Two documents written after this workshop, one serious one semi-serious, and both still work in progress, are relevant to the topic of the workshop. This is an optical illusion related to the architecture-schema presented (briefly)in my talk:
I conjecture that even some of the most abstract central interpretations of visual information are maintained in registration with aspects of the optic array from which they were derived. The "hallucinated" difference between the two pairs of eyes is indirect evidence for this. Similar comments are relevant to the ways in which the well-known "duck-rabbit" ambiguous figure differs from the Necker cube, insofar as the latter's ambiguity is purely geometrical, whereas there are far more subtle differences between the interpretations of a figure as a duck and as a rabbit (e.g. which way it is facing).

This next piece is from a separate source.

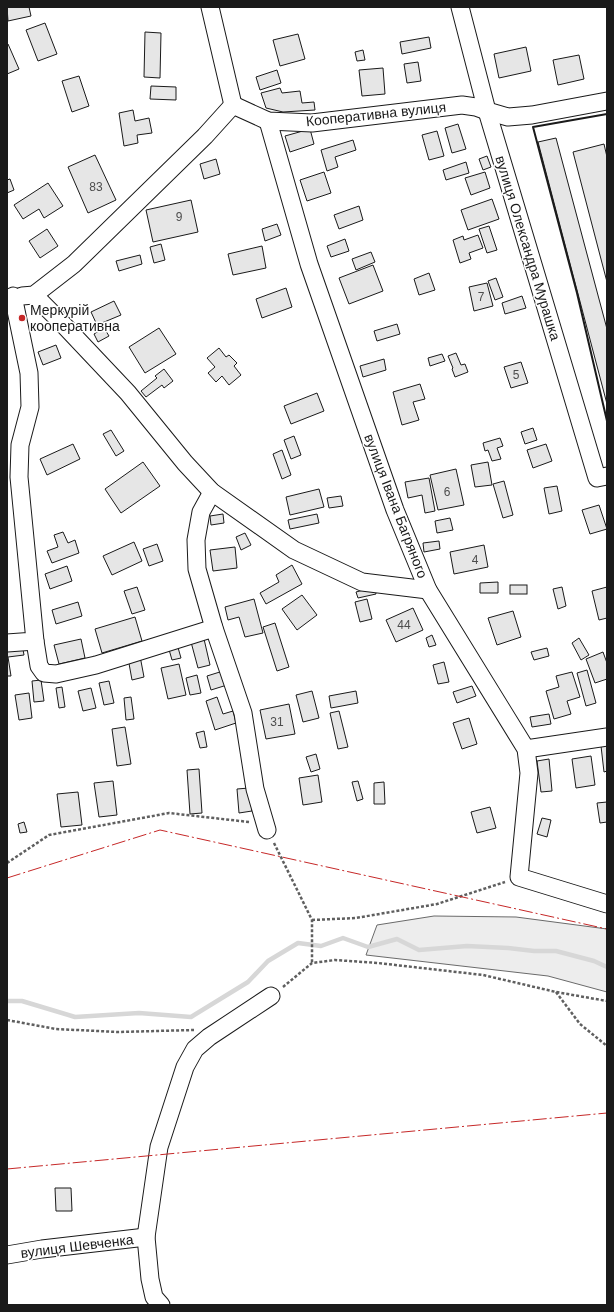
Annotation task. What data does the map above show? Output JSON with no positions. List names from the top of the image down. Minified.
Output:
{"streets":{"street":["Кооперативна вулиця","вулиця Олександра Мурашка","вулиця Івана Багряного","вулиця Шевченка"]},"crossings":[["Кооперативна вулиця","вулиця Олександра Мурашка"],["Кооперативна вулиця","вулиця Івана Багряного"]],"places":["Меркурій кооперативна"],"house_numbers":["83","9","7","5","6","4","44","31"]}
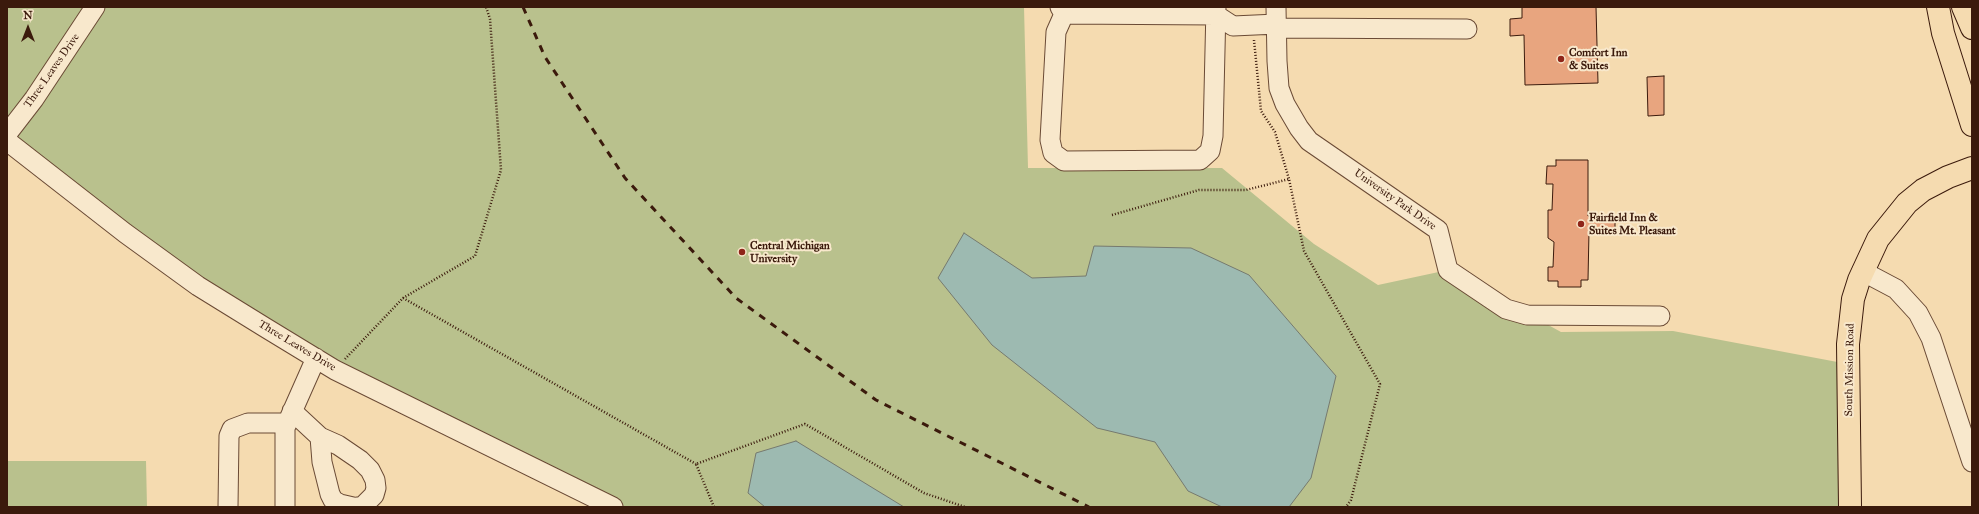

Since the earliest days of AI, attempts have been made to design (a) machines that move and/or manipulate things (e.g. W. Grey Walter's tortoise, the Stanford University robot, Shakey, Edinburgh university's Freddy I and II Robots and (b) machines that think, with or without abilities to move, e.g. programs that play games like chess or draughts (checkers), construct plans to achieve goals, solve mathematical problems, debug computer programs or have conversations with humans. Some used only textual computer interfaces and some (like the Stanford and Edinburgh robots) were capable of sensing and acting in the environment. However, in the 1960s and 1970s, robots were drastically limited by available computing power (e.g. memories measured in kilobytes, and speeds in kilohertz) with very primitive (and big and heavy) sensors and motors compared with what is now available. For various reasons, not only connected with computer power, it had been easier to put men on the moon than to get a robot to make tea.

There were two closely related strands to this work on intelligent machines, applied (i.e. engineering) and explanatory (i.e. scientific) research, though they have recently diverged, partly because of funding pressures.

The applied (engineering) strand aims at production of new useful machines including, for example, car assembly robots (relatively easy) and generic helpful robot servants or carers for the elderly (far beyond the current (2014) state of the art).

The explanatory (scientific and philosophical) strand of AI aimed to produce powerful new forms of explanation for many aspects of natural intelligence, in humans and other animals, though McCarthy's label "Artificial Intelligence" (which he later regretted) seemed to point only at the first strand. The two strands have important overlaps, though it is possible to make impressive, but limited, progress in the practical strand while ignoring most of the problems of the explanatory strand. My focus has always been on the latter.

Unfortunately many extremely clever researchers in the early days of AI grossly underestimated the difficulties of the tasks, and their failed predictions about timescales were interpreted as failures of the AI project. That provoked a stream of rival fashions claiming to have the answer, e.g. based on neural nets, evolutionary computation, autopoesis, "behaviour-based" design, subsumption architectures, embodiment, enactivism, situated cognition, morphological computation, dynamical systems, Bayesian learning, deep learning, use of "Big Data", and probably others. (Some of the ideas had already been thought of by 1962, long before suitable computers were available. See the survey in Minsky(1963).)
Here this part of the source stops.